Artur Chmaro

blog about web technologies

Background processing using Resque

Today I added to my Webchatter app Resque gem. Resque is a very convenient tool for background processing. It comes with nice UI which allows browsing completed tasks or review those that failed. Tasks are stored in Redis so everything is working blazing fast.

If you want to add Resque to your existing app first you need to add two gems into your Gemfile:

gem 'resque'
gem 'resque-web', require: 'resque_web'

The second gem is not required, but in my opinion, it is really helpful for debugging purposes. When something is wrong with an asynchronous task you can simply check recently executed jobs from your browser and investigate why task failed. Then run bundle install and prepare your first Ruby class that will be executed asynchronusly (in the background):

# app/workers/send_email_notification_worker.rb
class SendEmailNotificationWorker
  @queue = :emailing

  def self.perform(user_id)
    user = User.find(user_id)
    NewCustomerNotification.call(user_id)
  end
end

As you can see there is nothing special in that class except @queue instance variable and self.perform method. Those two things are required by Resque. @queue defines the name of the queue on which task will be executed and perform method is fired by Resque once the task is processed.
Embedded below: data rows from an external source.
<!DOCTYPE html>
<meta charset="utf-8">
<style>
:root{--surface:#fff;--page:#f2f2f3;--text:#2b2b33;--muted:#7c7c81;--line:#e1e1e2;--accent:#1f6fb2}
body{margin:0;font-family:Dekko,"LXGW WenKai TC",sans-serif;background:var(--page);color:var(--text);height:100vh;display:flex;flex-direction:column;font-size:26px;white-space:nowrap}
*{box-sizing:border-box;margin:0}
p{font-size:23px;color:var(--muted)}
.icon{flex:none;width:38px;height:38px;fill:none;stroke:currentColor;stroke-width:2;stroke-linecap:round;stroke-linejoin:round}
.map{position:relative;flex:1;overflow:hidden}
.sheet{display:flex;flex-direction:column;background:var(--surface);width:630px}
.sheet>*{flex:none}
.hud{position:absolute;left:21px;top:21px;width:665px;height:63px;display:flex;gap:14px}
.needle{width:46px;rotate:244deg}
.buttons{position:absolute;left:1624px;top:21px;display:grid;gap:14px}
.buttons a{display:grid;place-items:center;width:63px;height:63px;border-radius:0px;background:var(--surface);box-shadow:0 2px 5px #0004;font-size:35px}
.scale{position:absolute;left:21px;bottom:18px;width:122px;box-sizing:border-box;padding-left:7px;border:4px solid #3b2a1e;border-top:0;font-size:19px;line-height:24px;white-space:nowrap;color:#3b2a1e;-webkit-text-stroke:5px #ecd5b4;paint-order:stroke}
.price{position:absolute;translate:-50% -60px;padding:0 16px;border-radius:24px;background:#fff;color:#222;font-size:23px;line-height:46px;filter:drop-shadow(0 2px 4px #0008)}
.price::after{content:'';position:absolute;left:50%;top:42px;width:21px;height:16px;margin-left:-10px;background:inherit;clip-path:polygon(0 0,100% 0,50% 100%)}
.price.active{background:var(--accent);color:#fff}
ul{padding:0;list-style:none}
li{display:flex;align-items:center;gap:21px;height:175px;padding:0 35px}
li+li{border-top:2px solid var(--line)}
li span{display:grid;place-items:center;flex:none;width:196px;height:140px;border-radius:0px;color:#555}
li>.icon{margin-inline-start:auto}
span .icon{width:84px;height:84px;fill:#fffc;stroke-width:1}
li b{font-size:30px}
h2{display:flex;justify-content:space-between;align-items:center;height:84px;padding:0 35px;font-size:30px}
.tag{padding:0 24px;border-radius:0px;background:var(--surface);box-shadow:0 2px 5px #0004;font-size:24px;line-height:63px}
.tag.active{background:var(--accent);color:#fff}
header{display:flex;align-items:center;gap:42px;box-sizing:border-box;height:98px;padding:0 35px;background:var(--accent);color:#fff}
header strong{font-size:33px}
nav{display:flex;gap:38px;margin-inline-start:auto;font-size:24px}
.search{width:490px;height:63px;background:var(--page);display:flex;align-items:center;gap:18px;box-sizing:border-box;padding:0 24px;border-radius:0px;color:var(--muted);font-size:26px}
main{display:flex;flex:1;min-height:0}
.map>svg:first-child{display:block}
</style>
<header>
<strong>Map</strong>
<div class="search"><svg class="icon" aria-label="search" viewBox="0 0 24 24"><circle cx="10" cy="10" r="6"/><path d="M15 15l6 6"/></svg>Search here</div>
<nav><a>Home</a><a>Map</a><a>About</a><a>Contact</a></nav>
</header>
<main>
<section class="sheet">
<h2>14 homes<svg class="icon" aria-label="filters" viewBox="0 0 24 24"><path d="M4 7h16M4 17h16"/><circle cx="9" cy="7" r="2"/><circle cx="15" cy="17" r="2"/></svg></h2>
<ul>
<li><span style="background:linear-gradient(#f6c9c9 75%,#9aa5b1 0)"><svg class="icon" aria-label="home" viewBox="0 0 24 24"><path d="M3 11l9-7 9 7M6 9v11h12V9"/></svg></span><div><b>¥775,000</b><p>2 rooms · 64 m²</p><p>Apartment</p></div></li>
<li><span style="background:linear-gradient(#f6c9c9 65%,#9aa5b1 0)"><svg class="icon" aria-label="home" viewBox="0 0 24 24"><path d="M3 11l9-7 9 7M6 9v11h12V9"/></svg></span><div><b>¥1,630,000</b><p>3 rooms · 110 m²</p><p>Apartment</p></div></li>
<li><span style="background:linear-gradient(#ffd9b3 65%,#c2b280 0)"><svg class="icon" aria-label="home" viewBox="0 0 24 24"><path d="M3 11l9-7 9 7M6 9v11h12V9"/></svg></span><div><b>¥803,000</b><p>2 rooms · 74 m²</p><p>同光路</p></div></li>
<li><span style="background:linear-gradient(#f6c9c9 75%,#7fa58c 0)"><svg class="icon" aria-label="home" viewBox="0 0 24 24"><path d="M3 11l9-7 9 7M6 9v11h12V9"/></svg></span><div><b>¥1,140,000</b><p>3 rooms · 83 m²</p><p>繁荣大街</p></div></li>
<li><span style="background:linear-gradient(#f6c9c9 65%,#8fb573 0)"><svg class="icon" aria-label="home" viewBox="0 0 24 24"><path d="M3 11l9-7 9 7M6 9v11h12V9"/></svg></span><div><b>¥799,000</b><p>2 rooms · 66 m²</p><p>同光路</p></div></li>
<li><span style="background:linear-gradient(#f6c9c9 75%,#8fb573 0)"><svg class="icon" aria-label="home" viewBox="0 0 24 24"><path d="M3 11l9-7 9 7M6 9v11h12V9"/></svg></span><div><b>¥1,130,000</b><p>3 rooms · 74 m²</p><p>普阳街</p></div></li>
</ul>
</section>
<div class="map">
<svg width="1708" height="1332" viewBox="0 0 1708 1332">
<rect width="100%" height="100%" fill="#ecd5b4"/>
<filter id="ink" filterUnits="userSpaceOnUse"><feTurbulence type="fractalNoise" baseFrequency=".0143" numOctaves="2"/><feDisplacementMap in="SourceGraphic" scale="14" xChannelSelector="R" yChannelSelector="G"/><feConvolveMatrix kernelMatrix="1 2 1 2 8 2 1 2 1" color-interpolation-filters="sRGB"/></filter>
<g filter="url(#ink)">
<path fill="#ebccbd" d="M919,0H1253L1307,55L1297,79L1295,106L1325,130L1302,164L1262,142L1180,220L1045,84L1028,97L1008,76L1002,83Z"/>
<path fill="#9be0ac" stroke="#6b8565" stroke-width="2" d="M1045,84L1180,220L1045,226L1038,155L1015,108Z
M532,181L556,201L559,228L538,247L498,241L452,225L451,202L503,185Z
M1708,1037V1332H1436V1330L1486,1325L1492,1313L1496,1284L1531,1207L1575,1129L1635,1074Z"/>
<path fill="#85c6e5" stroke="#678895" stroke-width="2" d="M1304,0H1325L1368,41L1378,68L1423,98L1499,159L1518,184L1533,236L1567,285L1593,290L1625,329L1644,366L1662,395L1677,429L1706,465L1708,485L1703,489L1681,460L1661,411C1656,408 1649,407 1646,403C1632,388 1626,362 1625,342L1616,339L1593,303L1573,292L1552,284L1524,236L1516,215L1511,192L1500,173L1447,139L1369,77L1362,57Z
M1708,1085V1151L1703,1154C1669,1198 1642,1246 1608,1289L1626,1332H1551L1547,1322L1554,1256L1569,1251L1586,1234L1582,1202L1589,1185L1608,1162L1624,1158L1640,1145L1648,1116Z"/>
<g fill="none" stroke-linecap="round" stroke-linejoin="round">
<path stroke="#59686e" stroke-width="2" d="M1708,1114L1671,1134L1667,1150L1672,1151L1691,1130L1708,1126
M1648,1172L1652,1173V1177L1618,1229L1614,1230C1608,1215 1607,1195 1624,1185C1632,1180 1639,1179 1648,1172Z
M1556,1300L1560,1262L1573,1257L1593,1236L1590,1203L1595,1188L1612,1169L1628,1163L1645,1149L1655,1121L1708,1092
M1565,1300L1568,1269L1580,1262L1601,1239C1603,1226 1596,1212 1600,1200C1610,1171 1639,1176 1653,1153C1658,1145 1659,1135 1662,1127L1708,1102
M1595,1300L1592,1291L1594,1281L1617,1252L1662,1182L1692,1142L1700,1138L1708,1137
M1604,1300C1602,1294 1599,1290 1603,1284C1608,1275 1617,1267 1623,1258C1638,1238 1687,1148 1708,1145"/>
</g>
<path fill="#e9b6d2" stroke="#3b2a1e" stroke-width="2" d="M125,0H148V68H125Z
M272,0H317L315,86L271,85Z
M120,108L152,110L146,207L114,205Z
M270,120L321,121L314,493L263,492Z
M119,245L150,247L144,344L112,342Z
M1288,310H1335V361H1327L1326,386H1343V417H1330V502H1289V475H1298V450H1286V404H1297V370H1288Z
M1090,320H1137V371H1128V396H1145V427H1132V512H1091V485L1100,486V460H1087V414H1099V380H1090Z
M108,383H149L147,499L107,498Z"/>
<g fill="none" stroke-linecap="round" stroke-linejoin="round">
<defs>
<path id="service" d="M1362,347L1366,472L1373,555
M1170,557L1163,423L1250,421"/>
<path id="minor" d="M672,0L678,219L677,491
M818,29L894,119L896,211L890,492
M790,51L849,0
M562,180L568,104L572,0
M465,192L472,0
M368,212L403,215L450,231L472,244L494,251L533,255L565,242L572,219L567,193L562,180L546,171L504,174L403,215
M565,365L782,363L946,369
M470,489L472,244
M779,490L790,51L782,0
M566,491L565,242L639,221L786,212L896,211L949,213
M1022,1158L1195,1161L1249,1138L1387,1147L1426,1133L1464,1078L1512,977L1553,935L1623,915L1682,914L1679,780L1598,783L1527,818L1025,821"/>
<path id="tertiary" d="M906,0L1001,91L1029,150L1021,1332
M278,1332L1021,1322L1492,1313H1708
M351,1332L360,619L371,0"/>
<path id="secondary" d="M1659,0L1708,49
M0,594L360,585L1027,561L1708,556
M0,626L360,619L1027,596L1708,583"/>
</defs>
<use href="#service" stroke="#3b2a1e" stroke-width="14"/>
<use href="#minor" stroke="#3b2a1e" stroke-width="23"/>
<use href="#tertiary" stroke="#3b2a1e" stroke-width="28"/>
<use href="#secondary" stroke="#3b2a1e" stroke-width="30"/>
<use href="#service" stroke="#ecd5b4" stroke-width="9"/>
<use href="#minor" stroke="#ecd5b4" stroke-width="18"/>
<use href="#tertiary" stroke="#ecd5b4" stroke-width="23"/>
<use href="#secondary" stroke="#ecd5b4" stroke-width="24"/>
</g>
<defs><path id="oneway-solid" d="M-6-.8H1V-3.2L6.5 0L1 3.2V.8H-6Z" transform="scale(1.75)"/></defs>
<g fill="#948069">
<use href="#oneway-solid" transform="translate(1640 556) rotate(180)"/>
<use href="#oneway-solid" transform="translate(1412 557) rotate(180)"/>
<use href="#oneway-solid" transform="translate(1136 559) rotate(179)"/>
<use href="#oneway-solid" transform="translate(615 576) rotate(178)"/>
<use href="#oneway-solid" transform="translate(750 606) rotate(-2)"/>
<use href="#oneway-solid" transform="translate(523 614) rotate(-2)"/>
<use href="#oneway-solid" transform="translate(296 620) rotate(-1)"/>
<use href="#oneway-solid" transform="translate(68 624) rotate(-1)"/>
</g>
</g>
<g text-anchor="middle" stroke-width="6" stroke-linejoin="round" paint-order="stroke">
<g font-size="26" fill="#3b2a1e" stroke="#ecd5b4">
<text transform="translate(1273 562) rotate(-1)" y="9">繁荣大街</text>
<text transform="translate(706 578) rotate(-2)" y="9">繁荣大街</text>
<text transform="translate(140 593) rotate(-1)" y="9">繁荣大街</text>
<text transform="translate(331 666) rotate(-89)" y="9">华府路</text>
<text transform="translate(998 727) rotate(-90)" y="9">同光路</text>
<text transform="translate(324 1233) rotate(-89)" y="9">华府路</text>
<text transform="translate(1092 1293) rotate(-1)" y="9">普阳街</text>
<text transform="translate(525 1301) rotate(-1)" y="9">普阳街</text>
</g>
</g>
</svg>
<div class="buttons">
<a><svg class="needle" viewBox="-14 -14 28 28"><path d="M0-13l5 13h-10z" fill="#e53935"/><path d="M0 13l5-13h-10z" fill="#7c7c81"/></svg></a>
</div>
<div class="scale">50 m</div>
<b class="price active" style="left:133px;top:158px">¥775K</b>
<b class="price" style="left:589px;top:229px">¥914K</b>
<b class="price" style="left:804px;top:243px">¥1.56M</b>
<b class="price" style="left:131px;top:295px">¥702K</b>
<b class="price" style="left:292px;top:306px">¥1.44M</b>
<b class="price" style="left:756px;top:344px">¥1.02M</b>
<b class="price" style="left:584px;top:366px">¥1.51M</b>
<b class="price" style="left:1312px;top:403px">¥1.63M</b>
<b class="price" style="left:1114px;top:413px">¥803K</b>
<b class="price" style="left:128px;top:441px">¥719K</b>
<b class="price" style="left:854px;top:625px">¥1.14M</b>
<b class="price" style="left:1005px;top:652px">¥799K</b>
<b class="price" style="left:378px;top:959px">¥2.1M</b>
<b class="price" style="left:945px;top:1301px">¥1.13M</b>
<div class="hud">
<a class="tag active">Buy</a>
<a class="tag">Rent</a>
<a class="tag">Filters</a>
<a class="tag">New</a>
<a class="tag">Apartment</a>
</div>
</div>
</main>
Resque is using Redis for storing tasks data, so before we proceed to tests we need to make sure that Redis is up and running:

$ redis-server

Now let's add a route to our app so we can gain access to Resque web UI:

# config/routes.rb
mount ResqueWeb::Engine => "/resque_web"

Resque is working as a standalone system process, so before tests we need to start it:

$ cd app
$ bundle exec rake environment resque:work QUEUE=*

Through rails console we can run our ruby class asynchronously in the following way:

Resque.enqueue(SendEmailNotificationWorker, 666)

Above command will invoke perform method with 666 param of SendEmailNotificationWorker class asynchronously. I do not have User with id 666, so the task should not be executed. Let's check it out on Resque UI (http://localhost:3000/resque_web):

Resque is working so now we are able to run time-consuming tasks in the background (sending notifications, processing files, calling third party APIs).